### Data Preparation and Normalization



In [1]:
import numpy as np
import pandas as pd
from sklearn.model_selection import train_test_split
from sklearn.preprocessing import StandardScaler

# Load the cleaned dataset
train_data_cleaned = pd.read_csv("C:/project/fashion-recommender-system/data/processed/fashion-mnist_train_cleaned.csv")

# Separate features and labels
X = train_data_cleaned.iloc[:, 1:].values  # Pixel values
y = train_data_cleaned.iloc[:, 0].values  # Labels (assuming the first column is the label)

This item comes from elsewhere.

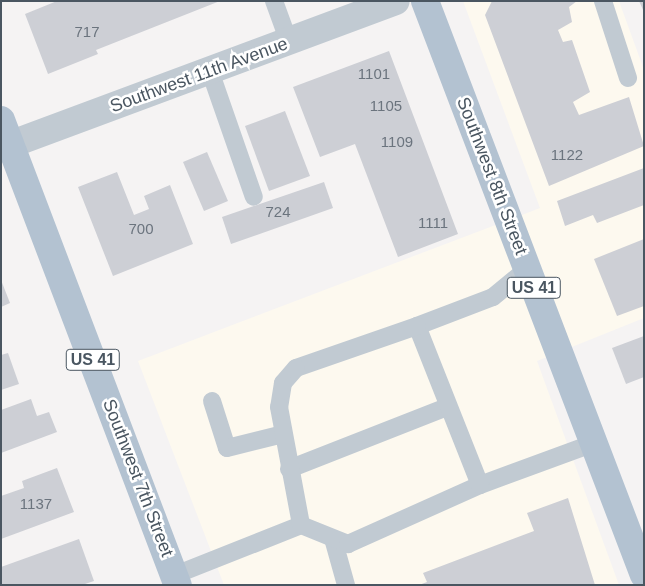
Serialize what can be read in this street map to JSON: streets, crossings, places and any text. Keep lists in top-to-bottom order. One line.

# Normalize pixel values (0-255 to 0-1)
X = X / 255.0

# Split the dataset into training and validation sets
X_train, X_val, y_train, y_val = train_test_split(X, y, test_size=0.2, random_state=42, stratify=y)

# Optionally standardize the data
scaler = StandardScaler()
X_train = scaler.fit_transform(X_train)
X_val = scaler.transform(X_val)

print(f"Training set size: {X_train.shape}")
print(f"Validation set size: {X_val.shape}")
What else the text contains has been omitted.